Friday, Mar. 06, 1964
Who Will Not Go Away
THE CHILDREN AT THE GATE by Edward Lewis Wallant. 184 pages. Harcourt, Brace & World. $3.95.
Though few recognized it at the time, it is increasingly apparent that the U.S. lost one of its best novelists when Edward Lewis Wallant died 15 months ago at the age of 36. His career was astonishing in several ways, the first of these being simply that each of his four books was so good that it seemed unlikely that the author could write another at the same level. A second surprise is that no cult has gathered since Wallant's death. Ordinarily, the work of a brilliant and relatively unknown writer would, at his death, quickly be walled into a shrine and suffused with critical incense, as happened to Nathanael West. But West raged at chaos, and rage can be read as hate, which is a suitable cult emotion. Wallant's transcendent gift was for compassion, and in his writing compassion is so clear and so strong that no willful misreading can blur it to the cult-currency of hate or despair.
Agony of Laughter. Wallant wrote of suffering; he believed with no sense of dismay that it was man's fate. His first novel, The Human Season, is nothing more than an extended portrayal of the enormous grief of a middle-aged Jewish plumber whose wife has died. The author does not founder in the plumber's sorrow; neither does he regard it with detachment. His view might be that of a loving son or brother who says only, because there is nothing more to say, "This is part of what it is to be a man."
The Children at the Gate is Wallant's last novel. The title, which was thoughtfully chosen, is from T. S. Eliot's Ash Wednesday:
Will the veiled sister pray
For children at the gate
Who will not go away and cannot
pray . . .
The book sears the mind; for a time, until the pain clears at the end, compassion becomes an agony of mocking laughter.
The book is the story of an education. Runty 19-year-old Angelo has an idiot sister, a slatternly mother, a dreary job as a druggist's assistant, and no hopes. He is intelligent, and he stakes everything on reason. Runty, it seems, can stand the whole crummy mess so long as he can remain aloof from the environment he despises and, ultimately, from himself.

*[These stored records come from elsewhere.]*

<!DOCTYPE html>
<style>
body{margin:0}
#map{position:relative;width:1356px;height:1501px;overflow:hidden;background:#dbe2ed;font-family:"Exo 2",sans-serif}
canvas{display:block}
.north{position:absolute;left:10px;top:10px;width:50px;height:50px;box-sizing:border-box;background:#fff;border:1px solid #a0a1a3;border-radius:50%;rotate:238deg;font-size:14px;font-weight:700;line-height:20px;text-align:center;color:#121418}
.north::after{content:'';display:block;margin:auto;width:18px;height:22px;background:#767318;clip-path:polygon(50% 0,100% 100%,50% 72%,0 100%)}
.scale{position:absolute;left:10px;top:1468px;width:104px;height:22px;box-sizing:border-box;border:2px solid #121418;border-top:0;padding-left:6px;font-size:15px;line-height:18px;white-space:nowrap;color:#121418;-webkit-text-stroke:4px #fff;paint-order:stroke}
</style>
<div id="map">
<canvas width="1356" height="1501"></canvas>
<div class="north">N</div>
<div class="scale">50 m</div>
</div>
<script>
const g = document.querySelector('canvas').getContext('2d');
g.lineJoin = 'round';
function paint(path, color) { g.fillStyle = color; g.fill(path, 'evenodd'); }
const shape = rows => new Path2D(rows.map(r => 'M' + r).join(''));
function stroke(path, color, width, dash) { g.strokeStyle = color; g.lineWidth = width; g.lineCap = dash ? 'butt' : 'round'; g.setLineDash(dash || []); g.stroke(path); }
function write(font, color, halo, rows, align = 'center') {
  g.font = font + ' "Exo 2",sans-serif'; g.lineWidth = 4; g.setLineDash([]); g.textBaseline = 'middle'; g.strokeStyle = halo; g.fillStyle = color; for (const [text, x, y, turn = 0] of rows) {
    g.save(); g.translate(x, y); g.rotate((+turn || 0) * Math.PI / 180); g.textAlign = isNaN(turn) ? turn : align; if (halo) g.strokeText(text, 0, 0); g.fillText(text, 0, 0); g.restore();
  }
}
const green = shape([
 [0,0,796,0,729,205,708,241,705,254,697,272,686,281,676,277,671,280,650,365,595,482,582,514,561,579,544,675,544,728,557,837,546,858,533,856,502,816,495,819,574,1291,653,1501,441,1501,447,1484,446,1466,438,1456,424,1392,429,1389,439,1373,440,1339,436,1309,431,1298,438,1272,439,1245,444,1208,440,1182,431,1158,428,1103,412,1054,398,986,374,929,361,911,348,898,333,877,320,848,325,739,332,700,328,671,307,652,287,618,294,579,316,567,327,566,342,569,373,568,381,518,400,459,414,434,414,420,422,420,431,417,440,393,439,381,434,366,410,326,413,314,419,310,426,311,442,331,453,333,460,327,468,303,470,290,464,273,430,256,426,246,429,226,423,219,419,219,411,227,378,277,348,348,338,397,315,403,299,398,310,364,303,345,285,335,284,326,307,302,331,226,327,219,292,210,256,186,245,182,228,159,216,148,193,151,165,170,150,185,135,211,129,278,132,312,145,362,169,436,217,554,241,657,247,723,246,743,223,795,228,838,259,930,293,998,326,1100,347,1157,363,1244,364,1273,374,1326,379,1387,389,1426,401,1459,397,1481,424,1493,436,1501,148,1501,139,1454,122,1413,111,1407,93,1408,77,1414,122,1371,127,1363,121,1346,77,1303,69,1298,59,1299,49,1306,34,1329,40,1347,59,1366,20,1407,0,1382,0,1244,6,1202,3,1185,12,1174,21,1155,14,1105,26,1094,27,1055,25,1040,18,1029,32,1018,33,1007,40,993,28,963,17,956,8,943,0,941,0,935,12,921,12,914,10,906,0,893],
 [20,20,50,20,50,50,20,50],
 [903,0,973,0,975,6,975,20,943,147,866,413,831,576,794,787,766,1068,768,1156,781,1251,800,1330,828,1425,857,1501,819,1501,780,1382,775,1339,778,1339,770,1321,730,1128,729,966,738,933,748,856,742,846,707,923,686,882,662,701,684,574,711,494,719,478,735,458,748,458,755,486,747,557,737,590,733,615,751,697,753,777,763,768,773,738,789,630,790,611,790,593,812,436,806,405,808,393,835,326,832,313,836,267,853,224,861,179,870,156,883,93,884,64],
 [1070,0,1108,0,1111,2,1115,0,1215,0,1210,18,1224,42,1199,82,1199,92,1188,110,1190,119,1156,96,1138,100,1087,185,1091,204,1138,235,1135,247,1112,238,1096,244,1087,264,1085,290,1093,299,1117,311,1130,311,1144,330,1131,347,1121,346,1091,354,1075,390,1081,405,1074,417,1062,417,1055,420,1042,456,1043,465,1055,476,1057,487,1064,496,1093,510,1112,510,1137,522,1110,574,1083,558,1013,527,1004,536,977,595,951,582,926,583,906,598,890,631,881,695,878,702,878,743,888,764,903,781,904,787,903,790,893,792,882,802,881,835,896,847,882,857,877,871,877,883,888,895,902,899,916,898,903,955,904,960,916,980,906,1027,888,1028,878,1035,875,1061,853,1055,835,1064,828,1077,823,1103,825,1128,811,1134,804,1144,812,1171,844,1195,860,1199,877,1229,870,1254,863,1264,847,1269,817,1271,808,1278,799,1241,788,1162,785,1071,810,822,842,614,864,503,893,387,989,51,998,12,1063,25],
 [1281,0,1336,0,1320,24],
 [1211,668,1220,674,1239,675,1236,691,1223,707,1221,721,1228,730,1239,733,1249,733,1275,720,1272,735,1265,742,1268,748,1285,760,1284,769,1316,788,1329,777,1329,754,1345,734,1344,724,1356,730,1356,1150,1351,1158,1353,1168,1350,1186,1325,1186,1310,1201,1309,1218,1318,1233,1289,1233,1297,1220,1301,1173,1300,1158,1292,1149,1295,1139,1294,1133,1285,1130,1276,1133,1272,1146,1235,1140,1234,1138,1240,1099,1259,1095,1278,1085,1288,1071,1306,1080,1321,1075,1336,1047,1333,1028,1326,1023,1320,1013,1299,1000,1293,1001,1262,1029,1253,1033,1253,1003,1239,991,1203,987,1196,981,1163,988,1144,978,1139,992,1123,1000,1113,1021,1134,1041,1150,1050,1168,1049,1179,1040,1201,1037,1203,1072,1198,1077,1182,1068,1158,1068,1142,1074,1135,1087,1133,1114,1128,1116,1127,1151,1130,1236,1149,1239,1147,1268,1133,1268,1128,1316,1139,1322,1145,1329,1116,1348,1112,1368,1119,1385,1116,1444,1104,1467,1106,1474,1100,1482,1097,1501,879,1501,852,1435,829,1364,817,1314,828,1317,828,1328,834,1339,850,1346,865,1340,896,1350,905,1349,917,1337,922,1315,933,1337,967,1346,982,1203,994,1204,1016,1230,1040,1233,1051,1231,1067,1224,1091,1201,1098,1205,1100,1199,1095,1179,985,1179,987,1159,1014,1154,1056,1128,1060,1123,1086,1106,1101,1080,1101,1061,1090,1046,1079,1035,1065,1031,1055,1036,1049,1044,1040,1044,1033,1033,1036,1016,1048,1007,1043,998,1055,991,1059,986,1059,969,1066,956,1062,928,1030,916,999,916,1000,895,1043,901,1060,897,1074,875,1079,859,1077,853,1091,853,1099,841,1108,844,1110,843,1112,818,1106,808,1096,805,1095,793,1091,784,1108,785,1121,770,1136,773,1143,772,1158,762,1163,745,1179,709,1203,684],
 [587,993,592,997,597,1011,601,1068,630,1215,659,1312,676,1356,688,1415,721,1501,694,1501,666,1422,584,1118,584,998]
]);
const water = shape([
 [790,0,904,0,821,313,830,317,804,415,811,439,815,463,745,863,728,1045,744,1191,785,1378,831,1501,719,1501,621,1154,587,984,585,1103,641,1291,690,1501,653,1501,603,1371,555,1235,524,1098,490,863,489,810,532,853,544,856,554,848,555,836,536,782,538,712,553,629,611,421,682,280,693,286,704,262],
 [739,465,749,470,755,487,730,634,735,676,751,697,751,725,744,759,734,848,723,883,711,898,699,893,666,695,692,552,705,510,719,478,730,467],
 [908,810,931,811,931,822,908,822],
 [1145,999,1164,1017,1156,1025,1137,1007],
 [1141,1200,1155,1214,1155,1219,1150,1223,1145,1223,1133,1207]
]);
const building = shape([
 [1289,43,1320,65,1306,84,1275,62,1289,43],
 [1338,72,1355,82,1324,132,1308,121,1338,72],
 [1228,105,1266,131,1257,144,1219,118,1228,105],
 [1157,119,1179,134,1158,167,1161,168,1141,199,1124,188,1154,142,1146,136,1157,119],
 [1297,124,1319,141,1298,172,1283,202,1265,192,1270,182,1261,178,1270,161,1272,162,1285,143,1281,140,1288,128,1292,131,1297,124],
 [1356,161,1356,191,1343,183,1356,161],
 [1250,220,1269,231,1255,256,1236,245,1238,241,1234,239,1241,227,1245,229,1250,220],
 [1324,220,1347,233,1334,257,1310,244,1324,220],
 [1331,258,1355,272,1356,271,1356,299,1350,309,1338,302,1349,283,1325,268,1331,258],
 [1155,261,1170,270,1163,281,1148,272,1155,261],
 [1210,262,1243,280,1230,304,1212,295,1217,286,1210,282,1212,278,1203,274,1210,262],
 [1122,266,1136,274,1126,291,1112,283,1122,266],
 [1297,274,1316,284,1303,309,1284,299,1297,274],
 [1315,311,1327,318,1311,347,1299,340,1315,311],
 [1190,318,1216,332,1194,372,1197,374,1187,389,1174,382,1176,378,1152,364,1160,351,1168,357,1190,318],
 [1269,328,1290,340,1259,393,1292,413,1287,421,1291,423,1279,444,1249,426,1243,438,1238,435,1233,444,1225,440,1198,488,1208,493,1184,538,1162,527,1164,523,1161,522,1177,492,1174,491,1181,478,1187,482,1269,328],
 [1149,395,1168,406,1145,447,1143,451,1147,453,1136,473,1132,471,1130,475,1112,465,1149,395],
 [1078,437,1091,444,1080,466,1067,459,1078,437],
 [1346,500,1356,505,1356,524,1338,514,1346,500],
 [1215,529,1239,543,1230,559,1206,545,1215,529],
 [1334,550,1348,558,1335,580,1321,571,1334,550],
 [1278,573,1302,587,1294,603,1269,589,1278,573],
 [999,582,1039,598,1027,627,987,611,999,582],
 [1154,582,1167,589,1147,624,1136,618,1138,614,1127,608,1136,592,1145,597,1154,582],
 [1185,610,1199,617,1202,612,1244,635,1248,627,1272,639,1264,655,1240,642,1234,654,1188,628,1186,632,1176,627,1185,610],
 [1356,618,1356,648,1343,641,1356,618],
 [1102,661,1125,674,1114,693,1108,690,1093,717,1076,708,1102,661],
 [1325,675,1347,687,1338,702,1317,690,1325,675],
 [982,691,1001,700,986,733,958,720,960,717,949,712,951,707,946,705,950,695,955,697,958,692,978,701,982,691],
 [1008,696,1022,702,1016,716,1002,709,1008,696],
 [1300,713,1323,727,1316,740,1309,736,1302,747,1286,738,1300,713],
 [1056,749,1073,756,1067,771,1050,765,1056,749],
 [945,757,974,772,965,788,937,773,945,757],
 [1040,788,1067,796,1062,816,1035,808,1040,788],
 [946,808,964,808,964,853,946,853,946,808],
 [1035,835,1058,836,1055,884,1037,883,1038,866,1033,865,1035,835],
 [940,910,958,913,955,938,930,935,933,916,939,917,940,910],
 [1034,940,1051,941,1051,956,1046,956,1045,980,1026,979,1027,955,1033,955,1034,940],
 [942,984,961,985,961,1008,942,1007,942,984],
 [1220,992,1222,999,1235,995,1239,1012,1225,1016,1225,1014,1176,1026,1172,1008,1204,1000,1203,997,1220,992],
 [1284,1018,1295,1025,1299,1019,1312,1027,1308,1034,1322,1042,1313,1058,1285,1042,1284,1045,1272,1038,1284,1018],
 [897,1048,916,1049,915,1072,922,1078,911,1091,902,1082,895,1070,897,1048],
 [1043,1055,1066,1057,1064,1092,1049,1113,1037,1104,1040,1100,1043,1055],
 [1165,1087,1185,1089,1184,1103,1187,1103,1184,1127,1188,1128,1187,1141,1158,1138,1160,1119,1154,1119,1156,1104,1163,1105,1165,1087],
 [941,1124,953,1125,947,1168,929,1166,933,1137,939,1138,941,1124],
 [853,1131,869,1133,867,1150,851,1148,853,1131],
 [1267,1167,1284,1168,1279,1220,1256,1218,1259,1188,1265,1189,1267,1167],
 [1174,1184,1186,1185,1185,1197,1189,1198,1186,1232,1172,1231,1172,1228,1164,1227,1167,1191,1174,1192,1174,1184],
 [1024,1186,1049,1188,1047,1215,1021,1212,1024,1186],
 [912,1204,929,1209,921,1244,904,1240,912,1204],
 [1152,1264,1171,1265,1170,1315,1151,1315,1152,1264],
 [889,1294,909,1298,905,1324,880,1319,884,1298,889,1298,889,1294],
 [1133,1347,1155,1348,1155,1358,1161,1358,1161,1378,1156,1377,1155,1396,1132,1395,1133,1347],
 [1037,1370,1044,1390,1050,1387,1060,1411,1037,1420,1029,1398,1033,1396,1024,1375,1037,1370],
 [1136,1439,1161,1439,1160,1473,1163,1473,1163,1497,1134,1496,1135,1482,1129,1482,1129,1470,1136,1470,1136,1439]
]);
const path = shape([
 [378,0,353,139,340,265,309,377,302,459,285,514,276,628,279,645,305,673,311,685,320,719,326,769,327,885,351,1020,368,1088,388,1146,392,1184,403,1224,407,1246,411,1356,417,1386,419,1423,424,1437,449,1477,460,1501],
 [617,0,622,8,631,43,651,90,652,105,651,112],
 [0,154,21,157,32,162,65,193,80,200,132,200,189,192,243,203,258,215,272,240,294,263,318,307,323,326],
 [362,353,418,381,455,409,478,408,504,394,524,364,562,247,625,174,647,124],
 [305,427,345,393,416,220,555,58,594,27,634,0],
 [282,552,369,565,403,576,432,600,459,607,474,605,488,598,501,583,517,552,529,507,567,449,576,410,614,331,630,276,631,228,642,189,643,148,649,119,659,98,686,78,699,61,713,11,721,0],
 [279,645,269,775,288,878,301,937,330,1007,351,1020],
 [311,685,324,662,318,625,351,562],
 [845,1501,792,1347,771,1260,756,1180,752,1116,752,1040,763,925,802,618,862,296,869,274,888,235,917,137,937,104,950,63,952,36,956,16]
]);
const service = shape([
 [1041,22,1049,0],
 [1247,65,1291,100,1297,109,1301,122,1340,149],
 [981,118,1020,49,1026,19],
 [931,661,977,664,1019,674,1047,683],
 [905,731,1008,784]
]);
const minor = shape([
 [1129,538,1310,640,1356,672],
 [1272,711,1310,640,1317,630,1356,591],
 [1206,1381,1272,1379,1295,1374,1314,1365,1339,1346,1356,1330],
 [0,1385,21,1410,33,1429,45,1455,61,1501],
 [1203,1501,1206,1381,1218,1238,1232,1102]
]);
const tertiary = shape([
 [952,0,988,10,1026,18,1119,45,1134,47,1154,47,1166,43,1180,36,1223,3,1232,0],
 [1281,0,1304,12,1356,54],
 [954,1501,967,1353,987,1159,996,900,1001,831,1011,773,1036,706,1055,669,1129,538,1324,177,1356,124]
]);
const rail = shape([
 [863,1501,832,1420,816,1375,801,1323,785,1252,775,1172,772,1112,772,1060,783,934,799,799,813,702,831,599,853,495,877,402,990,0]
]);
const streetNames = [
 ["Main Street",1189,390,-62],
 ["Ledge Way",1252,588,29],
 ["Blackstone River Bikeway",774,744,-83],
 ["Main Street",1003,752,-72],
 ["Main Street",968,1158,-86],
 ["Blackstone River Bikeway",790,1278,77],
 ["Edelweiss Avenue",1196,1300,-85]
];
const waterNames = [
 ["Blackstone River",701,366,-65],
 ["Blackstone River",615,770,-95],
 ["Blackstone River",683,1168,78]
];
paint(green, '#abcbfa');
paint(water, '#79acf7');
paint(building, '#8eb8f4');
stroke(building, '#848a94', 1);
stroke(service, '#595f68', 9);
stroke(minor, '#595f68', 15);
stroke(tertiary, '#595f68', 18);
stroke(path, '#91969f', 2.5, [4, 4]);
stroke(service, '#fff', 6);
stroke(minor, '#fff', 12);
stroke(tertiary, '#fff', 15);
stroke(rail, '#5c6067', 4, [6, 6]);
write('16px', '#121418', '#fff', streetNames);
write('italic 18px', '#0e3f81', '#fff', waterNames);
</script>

Then, in the hospital where he peddles toothpaste and Cokes for the druggist, he meets a mad Jewish orderly named Sammy. Reason or reasons do not seem to exist for Sammy. His role is to drown the rationalist Angelo in humanity, and he rants outrageous anecdotes proving that the perversity and saintliness of the human swarm are inextricably intertwined. In the hospital Sammy is seen acting out his mad parables, caring lovingly for the dying, and hooking complaining patients on the morphine he steals and peddles.
Saintly Insanity. Angelo begins to sink in this morass of freakish love, and desperately betrays Sammy to the hospital authorities. It is clear by now that Sammy is quite consciously living a daft but in some ways reverent imitation of Christ. It should be under stood that the parody is Sammy's, not symbol-mongering of the author's. The saintly insanity reaches its only possible resolution as Sammy, in an apocalyptic jape, crucifies himself. Comprehension at last overflows in Angelo, and he finds release in long minutes of hysterical laughter. Wallant brings things to an end almost without a flaw, although perhaps his final page goes further toward an explanation than is necessary.
The book itself is a remarkably fine ending for a remarkably fine novelist. Here is Sammy wildly spieling out the core of Wallant's concern: "Let me tell you the worst dreams of all for me. I dream like I'm God, up on top of everything with nothing higher, all I have to do is wave my hand and I got what I want. I got no pains, no problems. Hungry? I wave the hand and there's roast beef. Everything. Nobody can insult me or beat me up or anything. I'm never cold or hot or sick . . . but you know, it's the worst, worst feeling I ever had. It's so lonely not to suffer, so lonely. Who would want it if they knew? I don't say I like to suffer or not like to suffer. But not to!"